10 – Don’t ever underestimate common sense – and learn to think for yourself.  In many ways it seems that common sense is not so common these days, and independent thought is not the norm.  Instead of blindly following what others are doing, we have taken the lead my parents set to teach our children to use their common sense, think independently for themselves, and to apply their mind in every situation, regardless of what others are doing.  I believe doing so nurtures their own thinking abilities, trust in themselves and ultimately self confidence. (And if I look at all of the ways I have differed from the ‘mainstream’ in many of our choices, I’d say that this tendency to nurture independent thought was a huge influence in my own life)

11 – Kids do what you do, not what you say.  I’d have to say, as a parent, that accepting this statement as truth is to accept why being a parent is such a huge undertaking.  I believe it is possible that there is no higher calling than to nurture and mold a child into becoming the best person that they can be.
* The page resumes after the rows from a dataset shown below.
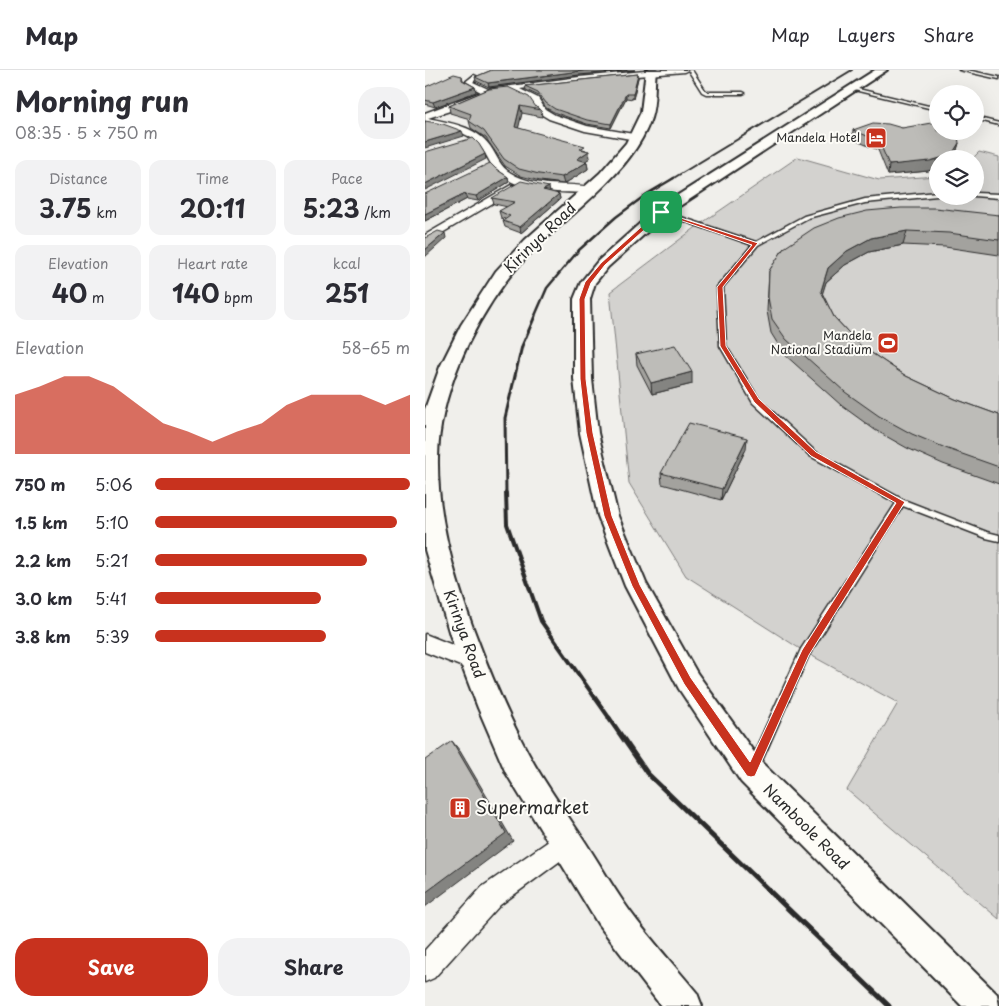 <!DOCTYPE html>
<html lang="en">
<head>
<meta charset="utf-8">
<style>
	:root { --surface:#fff; --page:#f2f2f3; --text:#2b2b33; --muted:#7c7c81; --line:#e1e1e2; --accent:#c8321e }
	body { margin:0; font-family:"Playpen Sans",sans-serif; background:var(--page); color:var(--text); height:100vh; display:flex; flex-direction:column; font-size:19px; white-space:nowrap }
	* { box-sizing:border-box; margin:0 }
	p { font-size:16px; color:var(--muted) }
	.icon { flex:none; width:28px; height:28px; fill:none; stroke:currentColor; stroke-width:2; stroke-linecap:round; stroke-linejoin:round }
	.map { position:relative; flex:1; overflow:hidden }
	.details { display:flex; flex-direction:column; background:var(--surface); width:425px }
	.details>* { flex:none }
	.tools { position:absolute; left:504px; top:15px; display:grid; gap:10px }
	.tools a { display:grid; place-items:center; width:55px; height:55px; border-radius:50%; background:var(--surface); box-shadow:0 5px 20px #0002; font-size:25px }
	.pin { position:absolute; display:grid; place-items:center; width:42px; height:42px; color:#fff; margin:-21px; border-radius:10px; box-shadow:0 2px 8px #0006 }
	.round { display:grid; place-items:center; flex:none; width:52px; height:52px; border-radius:20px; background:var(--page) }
	.overview { display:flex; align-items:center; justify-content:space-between; height:85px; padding:0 15px }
	h1 { font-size:28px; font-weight:700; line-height:38px }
	.figures { display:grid; grid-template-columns:repeat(3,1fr); gap:8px; height:85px; padding:5px 15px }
	.figures div { display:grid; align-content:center; border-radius:12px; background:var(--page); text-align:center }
	.figures b { font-size:25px; font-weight:700 }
	.figures small { font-size:14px; font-weight:400 }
	.figures p { font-size:14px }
	.chart { height:140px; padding:10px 15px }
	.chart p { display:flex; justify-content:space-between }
	.chart svg { width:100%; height:90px; margin-top:5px; fill:var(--accent); opacity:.7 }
	.action { display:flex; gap:10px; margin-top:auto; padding:10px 15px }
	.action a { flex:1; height:58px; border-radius:20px; background:var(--accent); color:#fff; font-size:20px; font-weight:700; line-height:58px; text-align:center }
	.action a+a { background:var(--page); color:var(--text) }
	ul { padding:0 15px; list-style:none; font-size:16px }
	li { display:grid; grid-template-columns:80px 60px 1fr; align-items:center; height:38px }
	li i { height:12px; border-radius:6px; background:var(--accent) }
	header { display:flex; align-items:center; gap:30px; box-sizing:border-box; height:70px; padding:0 25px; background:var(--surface); border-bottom:1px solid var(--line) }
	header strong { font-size:24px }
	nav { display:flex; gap:28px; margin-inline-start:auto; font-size:18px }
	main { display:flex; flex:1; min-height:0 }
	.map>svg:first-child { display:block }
	.green { fill:#d3d2cf; stroke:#7f7e7d }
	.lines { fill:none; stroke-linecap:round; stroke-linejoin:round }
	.service-casing { stroke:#2b2b2b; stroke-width:3 }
	.minor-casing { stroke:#2b2b2b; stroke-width:3 }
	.tertiary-casing { stroke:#2b2b2b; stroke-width:4 }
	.secondary-casing { stroke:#2b2b2b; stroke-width:4 }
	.service { fill:#fdfcf7; fill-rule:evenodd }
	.minor { fill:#fdfcf7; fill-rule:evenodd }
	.tertiary { fill:#fdfcf7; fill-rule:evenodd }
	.secondary { fill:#fdfcf7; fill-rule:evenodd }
	.rail-far4 { stroke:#2b2b2b; stroke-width:2 }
	.rail-far3 { stroke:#2b2b2b; stroke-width:2.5 }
	.rail-far2 { stroke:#2b2b2b; stroke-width:3 }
	.rail-far1 { stroke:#2b2b2b; stroke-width:4 }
	.rail { stroke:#2b2b2b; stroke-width:5 }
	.wall { fill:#a3a29e; stroke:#2b2b2b }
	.shaded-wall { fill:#848481; stroke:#2b2b2b }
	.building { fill:#bdbcb8; stroke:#2b2b2b }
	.route { fill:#c8321e; stroke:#fff; fill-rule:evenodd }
	.labels { text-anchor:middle; stroke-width:4; stroke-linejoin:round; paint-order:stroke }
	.far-poi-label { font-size:12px; fill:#2b2b2b; stroke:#fdfcf7; text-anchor:end }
	.street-label { font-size:15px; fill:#2b2b2b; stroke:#fdfcf7 }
	.near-poi-label { font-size:18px; fill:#2b2b2b; stroke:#fdfcf7; text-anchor:start }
</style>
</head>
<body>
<header>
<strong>Map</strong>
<nav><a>Map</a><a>Layers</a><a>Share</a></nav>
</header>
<main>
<section class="details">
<div class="overview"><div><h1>Morning run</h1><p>08:35 · 5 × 750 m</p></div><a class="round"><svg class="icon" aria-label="share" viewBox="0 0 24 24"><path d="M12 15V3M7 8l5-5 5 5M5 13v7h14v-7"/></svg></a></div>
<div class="figures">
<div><p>Distance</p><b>3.75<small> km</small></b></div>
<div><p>Time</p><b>20:11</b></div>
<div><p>Pace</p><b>5:23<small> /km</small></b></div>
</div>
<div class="figures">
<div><p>Elevation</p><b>40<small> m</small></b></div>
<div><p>Heart rate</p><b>140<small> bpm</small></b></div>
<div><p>kcal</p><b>251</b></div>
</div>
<div class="chart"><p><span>Elevation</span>58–65 m</p>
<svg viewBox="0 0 160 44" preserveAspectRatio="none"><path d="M0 44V15L10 11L20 6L30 6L40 11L50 20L60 29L70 33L80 38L90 33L100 29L110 20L120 15L130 15L140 15L150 20L160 15V44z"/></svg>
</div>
<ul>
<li><b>750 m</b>5:06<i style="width:100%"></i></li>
<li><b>1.5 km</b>5:10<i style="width:95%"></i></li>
<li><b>2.2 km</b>5:21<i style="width:83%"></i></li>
<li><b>3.0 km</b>5:41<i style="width:65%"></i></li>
<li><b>3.8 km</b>5:39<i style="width:67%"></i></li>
</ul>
<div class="action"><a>Save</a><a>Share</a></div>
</section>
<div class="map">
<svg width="574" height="936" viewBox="0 0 574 936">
	<rect width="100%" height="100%" fill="#f0efeb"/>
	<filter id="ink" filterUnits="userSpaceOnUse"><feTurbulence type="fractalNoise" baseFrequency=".02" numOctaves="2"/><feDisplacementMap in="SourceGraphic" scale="10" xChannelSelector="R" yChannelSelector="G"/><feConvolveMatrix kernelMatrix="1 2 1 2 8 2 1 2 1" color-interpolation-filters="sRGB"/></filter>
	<g filter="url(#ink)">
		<path class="green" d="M554,82l20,5v762l-152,-129 51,-87 -93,-51 -119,-76 -57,-93 -19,-191 89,-67 99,-68 81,23 58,-4v20h38v-37h-3z"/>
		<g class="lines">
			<g class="service-casing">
				<path id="service" d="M263,0h4l13,20 3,2h35l2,1 -2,1h-37l-4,-2z
					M534,0h8l32,7v2z
					M425,17l87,21v2l-87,-21z
					M550,47l24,6v2l-24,-6z
					M512,122v4l-72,7 -57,15 -50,27 -35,42 3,59 33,53 57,53 88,48 83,32 12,3v6l-13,-3 -83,-32 -94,149 -52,117 -4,2 -4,-2 -2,-4 54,-119 95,-146 -86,-47 -57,-53 -33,-57 -3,-59 35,-42 -94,-33 5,-1 93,31 48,-26 61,-17z
					M550,123l24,1v4l-25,-2h1z"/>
			</g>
			<g class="minor-casing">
				<path id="minor" d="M231,0h32l-4,2 -105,9 -59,8 18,9 7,11 10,6 32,11 52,9v4l-3,1 -51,-9 -36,-12 -10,-6 -7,-11 -22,-11 -20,3 -34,15 -28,9c22,5 48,8 62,28 7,10 10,21 21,27 29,17 55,8 84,15l1,2 -5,3c-29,-1 -66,1 -90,-18 -9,-6 -12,-16 -18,-25 -12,-19 -38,-23 -58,-27v-10l56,-21 -17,-9 10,-8 4,2 -5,5 15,7 91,-12z
					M86,115l4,1 1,2 -1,2 -90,53v-8z
					M0,564l55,22 3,6 -3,6 -7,3 -48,-19z
					M142,760l8,4 4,8 -4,8 -75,55 -66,73 -9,4v-32l57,-63 77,-53z"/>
			</g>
			<g class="tertiary-casing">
				<path id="tertiary" d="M450,0h12l-221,145 -58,52 -13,16 -5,16 2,80 6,54 20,83 28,67 51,90 64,89 236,232 2,12h-37l-221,-224 -62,-93 -54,-103 -27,-70 -18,-83 -6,-54v-80l7,-17 17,-21 58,-52z"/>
			</g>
			<g class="secondary-casing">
				<path id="secondary" d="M221,0h10c-2,16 0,33 -5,48 -21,64 -104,108 -145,163 -36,49 -67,115 -68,177 -1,57 15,114 34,167 16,43 34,87 56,128 15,28 34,54 52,81 17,25 31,51 49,76 21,29 45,55 68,83l5,13h-41l-63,-82 -92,-151 -28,-65 -28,-73 -25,-85v-141l15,-42 21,-42 35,-54 29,-31 75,-67 26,-30 15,-31z"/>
			</g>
			<use href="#service" class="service"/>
			<use href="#minor" class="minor"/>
			<use href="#tertiary" class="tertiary"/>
			<use href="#secondary" class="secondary"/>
			<path class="rail-far4" d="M247,109l180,-109"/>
			<path class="rail-far3" d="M109,248l13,-30 32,-38 37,-33 31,-23 27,-16"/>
			<path class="rail-far2" d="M81,424l-1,-76 17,-72 13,-30"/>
			<path class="rail-far1" d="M81,423l1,31 34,97 69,98"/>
			<path class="rail" d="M184,648l38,55 242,233"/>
		</g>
		<path class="wall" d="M67,0h143l-56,5 -90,12 -13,-6 -1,-4z
			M213,4v4l-5,21 -7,-1 -15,30 -24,-4 -31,-11 -10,-5 -7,-12 -13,-6 -1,-4z
			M37,6l1,4 12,7 1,5 -41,15 -10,-3v-17z
			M64,19l47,18 5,3 1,7 -20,-4 -4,15 68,22 4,8 -5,3 2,1 1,7 -24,15 -24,-3 -19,-5 -16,-10 -19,-28 -15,-10 -2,-7 1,-2 -20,-6 -1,-7z
			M477,58l57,15 -3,10 -19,6v9l-9,3 -40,4 -10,-25 -26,-11 1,-9z
			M71,99l12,8 1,5 -31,19 -11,-2 -42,22v-27z
			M125,122l9,2 1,5 -39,34 -16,-6 -2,-6 2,-2 -4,-1 -2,-7 9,-4 -14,-3 -2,-6z
			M574,145v40l-54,-8 -42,-2 -34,7 -24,13 -19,17 -4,11 12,24 27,29 45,30 49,23 44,16v69l-56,-20 -36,-16 -32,-18 -33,-24 -58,-52 -13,-21 -4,-22 2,-40 15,-23z
			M211,284l56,30 -40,10 -15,-29z
			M321,379l-25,51 -59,-16 -1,-11z"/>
		<path class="shaded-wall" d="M163,0h47l-56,5 -90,12 -1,-4z
			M213,4v4l-5,21v-5z
			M50,17l1,5 -41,15 -2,-5z
			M201,24v4l-15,30v-4z
			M95,36l2,7 -5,21 -2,-7z
			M37,61l2,5 -39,12v-6z
			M534,73l-3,10 -4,6h-14z
			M164,81l1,7 -12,8 -1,-7z
			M60,84l1,5 -61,31v-6z
			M512,89v9l-9,3 -40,4 1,-10z
			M162,92l1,7 -24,15 -2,-7z
			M83,107l1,5 -31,19 -2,-5z
			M124,117l1,6 -7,-3z
			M40,124l2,5 -42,22v-7z
			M134,124l1,5 -39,34 -1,-6z
			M482,161l-4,14 -34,7 -24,13 -19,17 -7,23 2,-14 7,-23 19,-17 24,-13z
			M20,163l1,5 -21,19v-7z
			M267,302v12l-40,10 -1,-11z
			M322,368l-1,11 -25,51 1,-11z
			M27,671l8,10 53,90 -88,66v-14z"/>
		<path class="building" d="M67,0h96l-100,13 -13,-6z
			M29,4l8,2v4l13,7 -42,15 -8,-2v-13z
			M213,4l-5,20h-7l-15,30 -24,-4 -32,-11 -9,-6 -8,-11 -13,-6z
			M83,17l21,10 7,10 5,3 -21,-4 -5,21 70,19 -5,3 9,2 -12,8 10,3 -25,15 -23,-3 -20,-5 -15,-10 -20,-28 -15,-10 2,-7 -22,-8 40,-17z
			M0,51l18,3 19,7 -37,11z
			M512,52v9h16l5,5 1,7 -5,8 -10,6 -14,4 -41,4 -10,-24 -26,-11 20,-7 15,1 14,4z
			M48,68l6,6 6,10 -60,30v-32z
			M65,93l6,6 12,8 -32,19 -11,-2 -40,20v-20z
			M96,111l28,6 -6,3 16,4 -39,33 -17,-6 7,-5 -11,-5 16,-9 -23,-4z
			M476,138h34l64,7v25l-50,-7 -42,-2 -36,7 -24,13 -19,17 -7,23 13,26 27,29 45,30 49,23 44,16v52l-51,-18 -36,-15 -33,-18 -34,-24 -59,-53 -14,-20 -4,-22 1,-26 15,-23 30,-20 25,-10 28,-7z
			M13,161l7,2 -20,17v-12z
			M250,275l17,27 -41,11 -15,-29z
			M264,353l58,15 -25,51 -61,-16z
			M27,671l54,92 -81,60v-133z"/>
	</g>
	<path class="route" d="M234,141l99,32 -35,44 3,59 33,53 57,53 89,50 -96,153 -54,121 -4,1 -4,-1 -63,-92 -52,-98 -28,-70 -18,-83 -6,-54 -1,-80 6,-17 16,-19zM237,144l90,31 -35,42 3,59 34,56 57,54 85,47 -94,147 -52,112 -59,-84 -51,-93 -28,-69 -19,-83 -7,-54 -1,-80 6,-16 14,-18z"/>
	<defs>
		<g id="hotel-square" transform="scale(1.125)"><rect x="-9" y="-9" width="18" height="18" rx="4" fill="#c8321e" stroke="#fdfcf7"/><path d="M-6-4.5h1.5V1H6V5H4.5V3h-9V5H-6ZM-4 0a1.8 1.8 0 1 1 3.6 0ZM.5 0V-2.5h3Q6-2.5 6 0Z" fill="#fff"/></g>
		<g id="stadium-square" transform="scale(1.125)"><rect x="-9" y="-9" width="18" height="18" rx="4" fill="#c8321e" stroke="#fdfcf7"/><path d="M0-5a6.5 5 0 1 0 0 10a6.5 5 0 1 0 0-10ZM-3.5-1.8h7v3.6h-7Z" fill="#fff"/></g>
		<g id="building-square" transform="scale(1.125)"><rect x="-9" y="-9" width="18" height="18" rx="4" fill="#c8321e" stroke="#fdfcf7"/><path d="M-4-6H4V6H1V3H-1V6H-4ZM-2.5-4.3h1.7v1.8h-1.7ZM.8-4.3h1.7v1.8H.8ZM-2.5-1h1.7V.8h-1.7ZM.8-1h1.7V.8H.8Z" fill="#fff"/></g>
	</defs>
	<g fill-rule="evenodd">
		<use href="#hotel-square" x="451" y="68"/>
		<use href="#stadium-square" x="463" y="273"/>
		<use href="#building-square" x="35" y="738"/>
	</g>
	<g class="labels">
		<g class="far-poi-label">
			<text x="435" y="72">Mandela Hotel</text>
			<text x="447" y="270">Mandela<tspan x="447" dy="14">National Stadium</tspan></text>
		</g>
		<g class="street-label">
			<text transform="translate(115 168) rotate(-44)" y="5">Kirinya Road</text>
			<text transform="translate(39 564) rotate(70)" y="5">Kirinya Road</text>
			<text transform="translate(381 757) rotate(45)" y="5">Namboole Road</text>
		</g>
		<g class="near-poi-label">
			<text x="51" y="744">Supermarket</text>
		</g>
	</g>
</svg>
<div class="tools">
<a><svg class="icon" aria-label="locate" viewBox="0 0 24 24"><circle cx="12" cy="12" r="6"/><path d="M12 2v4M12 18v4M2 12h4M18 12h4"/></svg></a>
<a><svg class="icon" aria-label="layers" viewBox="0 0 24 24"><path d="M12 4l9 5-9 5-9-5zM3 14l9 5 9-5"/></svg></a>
</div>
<div class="pin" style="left:236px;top:142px;background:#1e9e55"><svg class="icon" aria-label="arrive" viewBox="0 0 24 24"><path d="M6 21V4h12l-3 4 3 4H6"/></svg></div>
</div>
</main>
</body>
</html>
It is an enormous commitment to accept that you are one of the main role models for another human being, and that they are likely to follow in your footsteps in many ways: beliefs, habits, values and actions.  It calls you to a whole new level of personal awareness and integrity.

As for me, I can certainly say that I learned from a great role model.   On most days I think that I’m a pretty great mom, and on the other “off” days, at least I know that I am still doing the best I can.  I think it’s part of the growth and evolution of each person and generation to blaze a different path than the one before them.  There are many ways that we are doing things differently from how our parents did things.  Fundamentally, however, the values instilled in me as a young child, learning from and being loved by my parents were the starting foundation for who I am.  Living in a home full of love and respect, with a high value on family, has obviously set me on the path I am now on.  And now, with the heightened understanding of time and experience, my appreciation for my parents has only grown exponentially over the years.

For me, being a mom is the most important job in the world.  It is the hardest, and the most rewarding.  And I am forever grateful to my own mom for showing me how to be a great one.